Cypher sighed and glared at Butcher. “Well, too fucking bad, it’s not happening.”
“We’re all getting a bit antsy, Prez,” Scythe said. “Waiting around for intelligence isn’t most of our strong suits.”
“What the fuck do you want me to do about it? Glitch, Switch, Rat, and Riptide are all on it. Besides, there’s too many doors to just randomly kick them in.”
Riptide was the Tucson Chapter’s tech guy. It wasn’t his obsession the way it was for the others, but he was better than most of us with a computer so he did the work until they needed something more. Then they usually called Cypher to get Glitch’s help.
“Why’s it taking so long?” Pyre asked. “It never takes this fucking long.” He was using the needle of a syringe to clean underneath his nails.
He was our medic. He always had medical supplies with him.
Not sure where he kept it all because sometimes he pulled needles out of places that they didn’t seem to belong.
The main problem, so Glitch had explained, was that Sentinel was so remote that there were hardly any highway cameras, and while most gas stations and such might have security cameras, they might not have cell service or Wi-Fi.
Shit was isolated out here, or enroute to here.
So connecting the dots from one sighting to the next was hit or miss.
It was like looking for a needle in a haystack for our techies.
And the guys who’d snatched these kids weren’t stupid enough to let them be seen in town where there were cameras.
It was making it take too much damn time to track them down, but there wasn’t much we could do but be patient.
Cypher rolled his head, stretching his neck. It was one of his tells that he was losing his patience. The man had an epic amount of patience and control. He had to with all of us around. We were less…restrained. “How the hell am I supposed to know that?” he finally asked.
“My guess?” Everyone looked at me and Cypher nodded. “Either this was some last minute thing, or we’re dealing with some low level fuck ups.”
Demo’s eyebrows rose. “What makes you say that?”
“Everything’s been so fucking reactionary,” I told him. “Taking two kids instead of one. Stealing cars that were right next to the vehicles they dumped. They didn’t want to drag those kids any farther than they had to, or they’d get spotted. No online trail for our techs to find?”
“Maybe they’ve wiped everything,” Cynic suggested.
“I don’t think so,” I replied. “There’d still be something Glitch would find if it’d been wiped.
That’s his fucking specialty, tracking down shit people don’t want others to find.
Tells me there’s nothing to find. They’re not using tech.
I think they—whoever the fuck they are—just decided to grab this kid for some reason and did it. ”
“How would they know where he was?” Torque asked.
“Christina is the birth mother,” Glitch said from behind his laptop screen. He hadn’t retreated down to his basement despite all the talking. He just tuned us out for the most part.
“So?” Demo asked with a shrug of his massive shoulders.
“So, she could have called CPS,” Jury answered.

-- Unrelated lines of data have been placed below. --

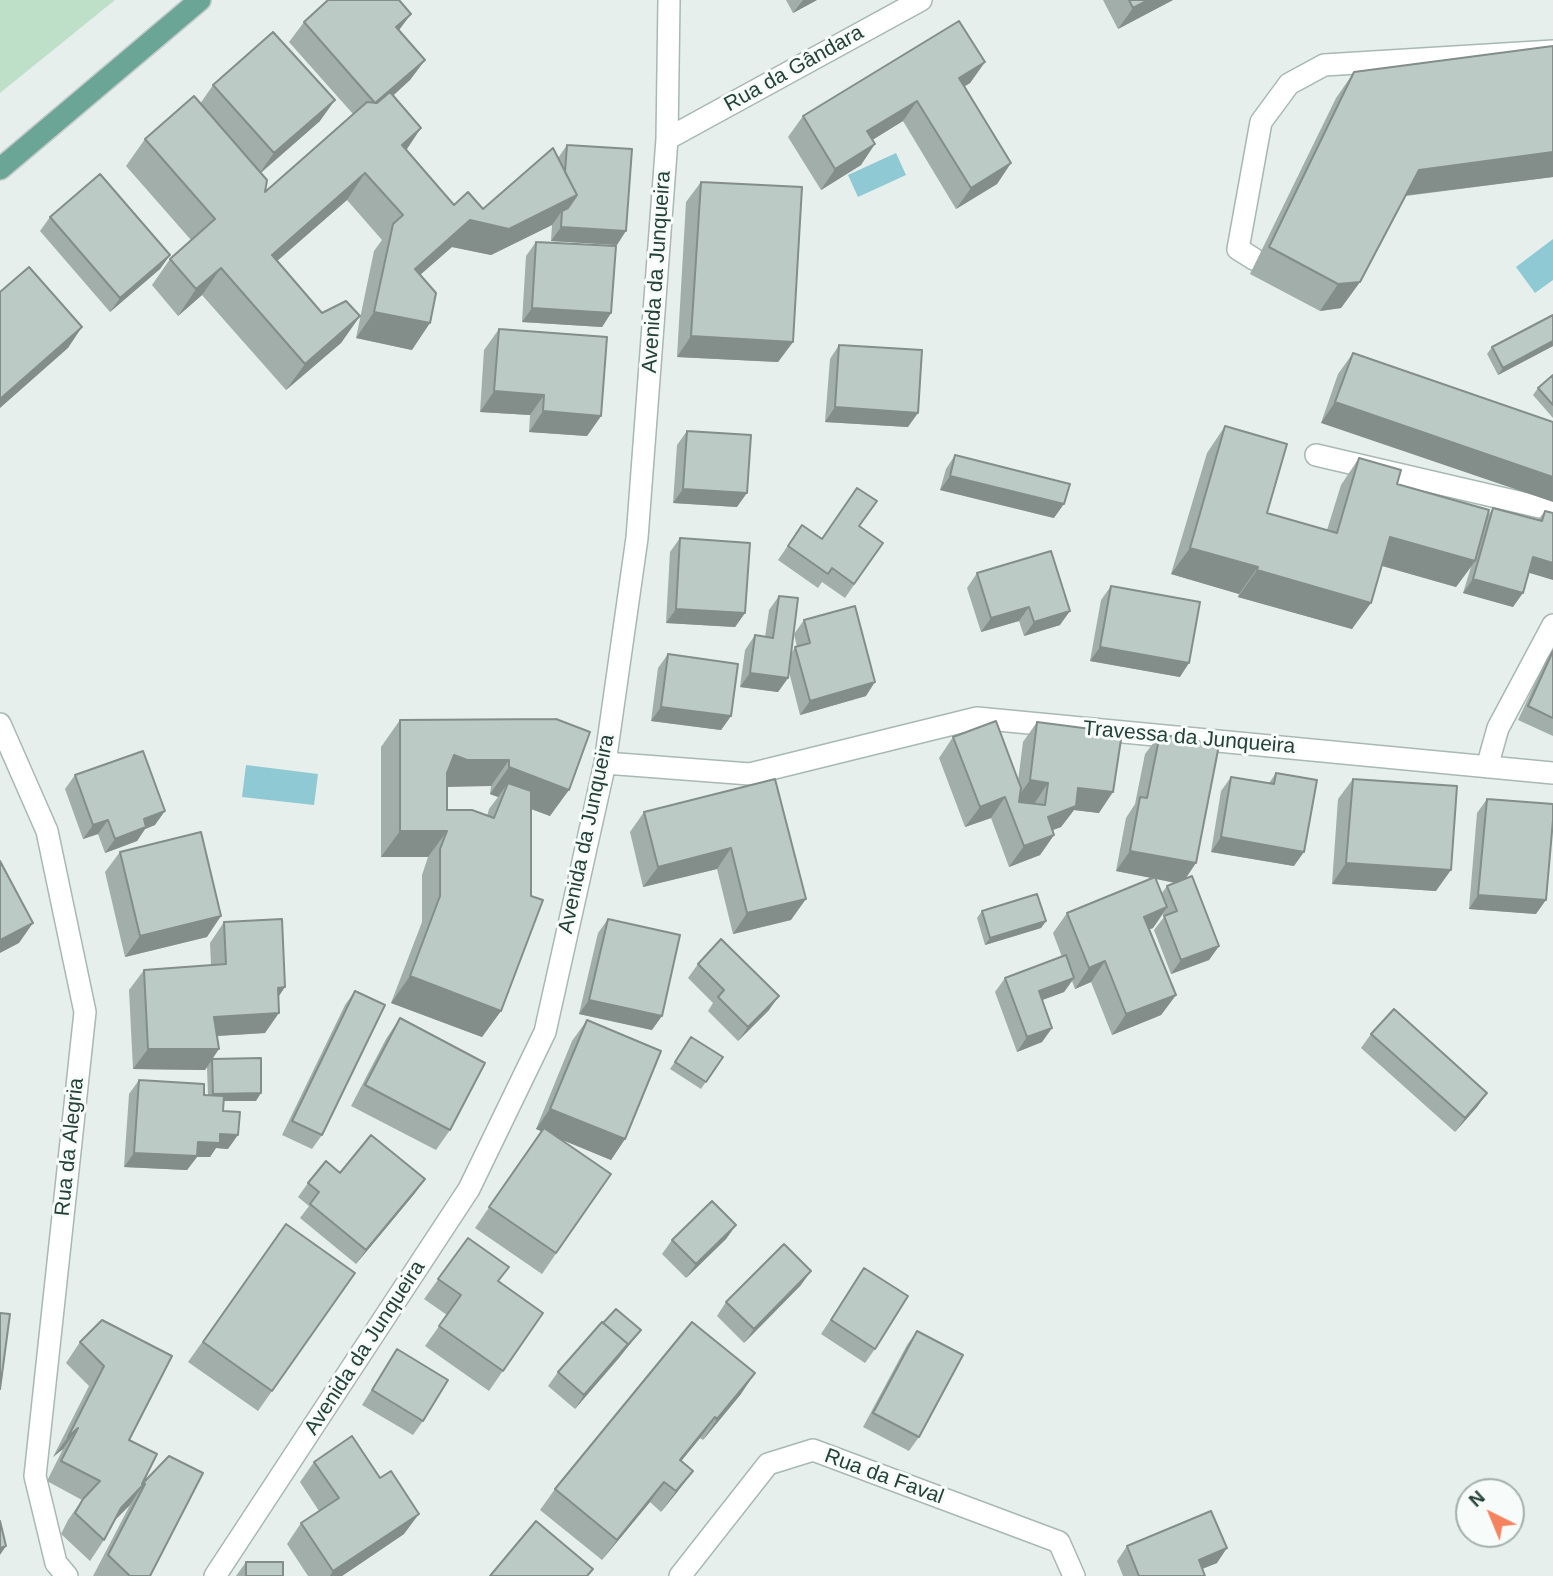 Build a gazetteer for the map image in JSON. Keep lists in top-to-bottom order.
{
  "streets": {
    "street": [
      "Rua da Gândara",
      "Avenida da Junqueira",
      "Travessa da Junqueira",
      "Rua da Alegria",
      "Rua da Faval"
    ]
  },
  "crossings": [
    ["Rua da Gândara", "Avenida da Junqueira"],
    ["Avenida da Junqueira", "Travessa da Junqueira"]
  ],
  "north": "top left"
}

“Would they have given her any information since he was abandoned and then adopted out?” Toxic asked.
“Seems kind of fucked up to do that,” Butcher added.
“CPS is filled with idiots with soft hearts. She must have fed them some kind of sob story,” I said with a shrug. “Or maybe they paid someone to run a search for him so they weren’t traceable. Probably won’t know until we find them.”
“So we’re either dealing with mostly inept shitheads, or incredibly smart shit heads,” Scythe said in a grim voice. “Either way, they’re going to be dead shit heads by the time this is all over.”
We all raised our beers in a toast to that.